At that age, you’re bullied and teased about everything already, and my mom would tell me, to tell people, that we were from Iraq, because at the time, Iraq was not “one of the bad countries.” So there was so much shame and embarrassment, and there wasn’t any awareness in people’s minds, or among teachers in particular, about the importance of children’s identity.
So after George Floyd and the rise of the Black Lives Matter movement, I approached my teachers’ union, the INTO, to look at a model laid out by a group of LGBT+ teachers, who had organised themselves into a private group. They had advocated for themselves, and created an online course about LGBT rights and the correct nomenclature, language etc. It was very successful. So myself and others took that model and made a private Facebook group.
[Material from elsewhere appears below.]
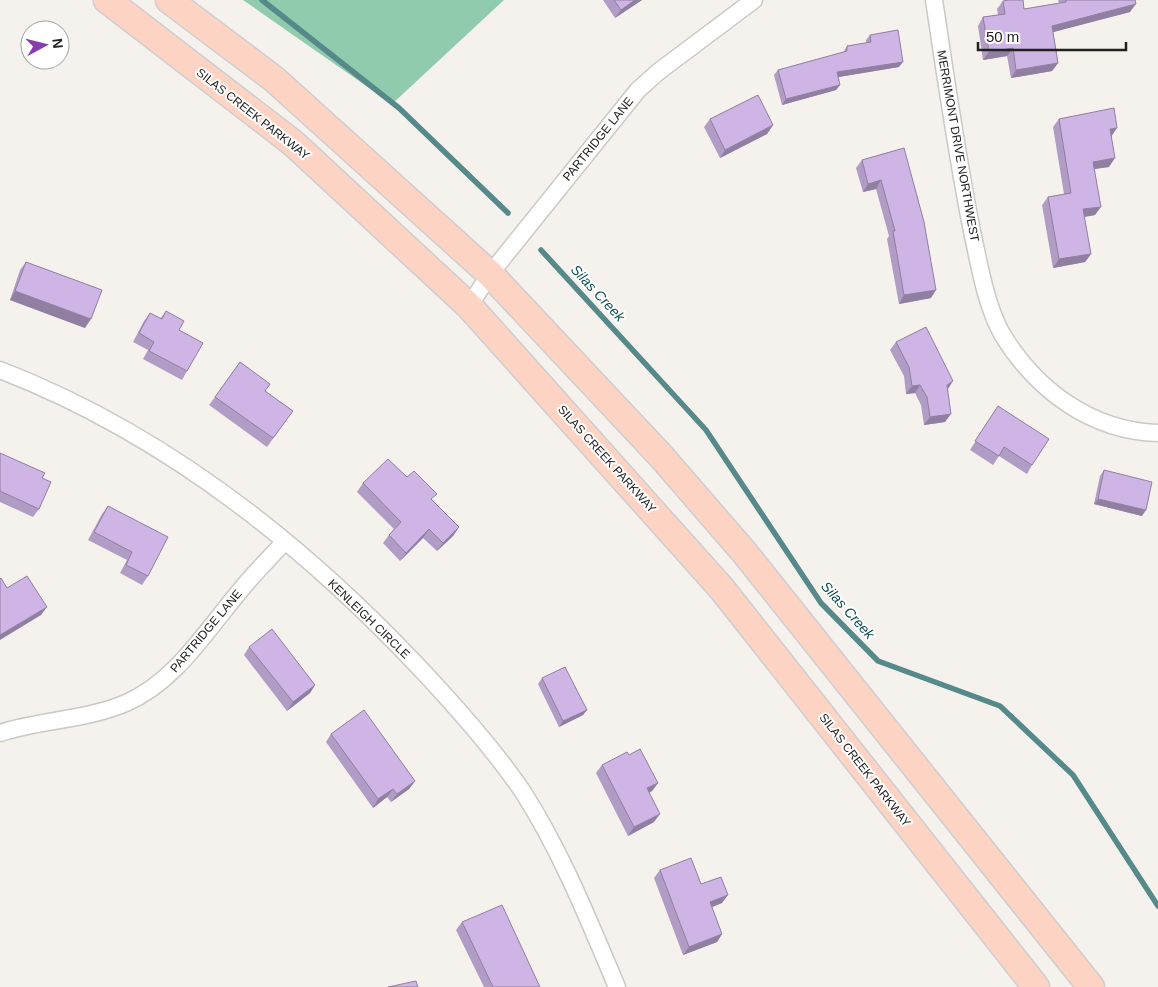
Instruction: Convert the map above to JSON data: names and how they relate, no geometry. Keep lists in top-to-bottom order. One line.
{"streets":{"main road":["SILAS CREEK PARKWAY"],"street":["PARTRIDGE LANE","MERRIMONT DRIVE NORTHWEST","KENLEIGH CIRCLE"]},"crossings":[["SILAS CREEK PARKWAY","PARTRIDGE LANE"],["PARTRIDGE LANE","KENLEIGH CIRCLE"]],"water":["Silas Creek"],"scale_bar":"50 m","north":"right"}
I put an advertisement for it on a teachers’ forum on Facebook. I was looking for anyone who was a Traveller, black or mixed race teacher – what I called “less well represented teachers” – to send an email to an anonymous account if they wanted to join. And the backlash was huge. “How dare you? That’s racist, why can’t I join? I’m left-handed, I’m less well represented.” There was none of that very basic understanding of what racism is – that it’s about power and privilege.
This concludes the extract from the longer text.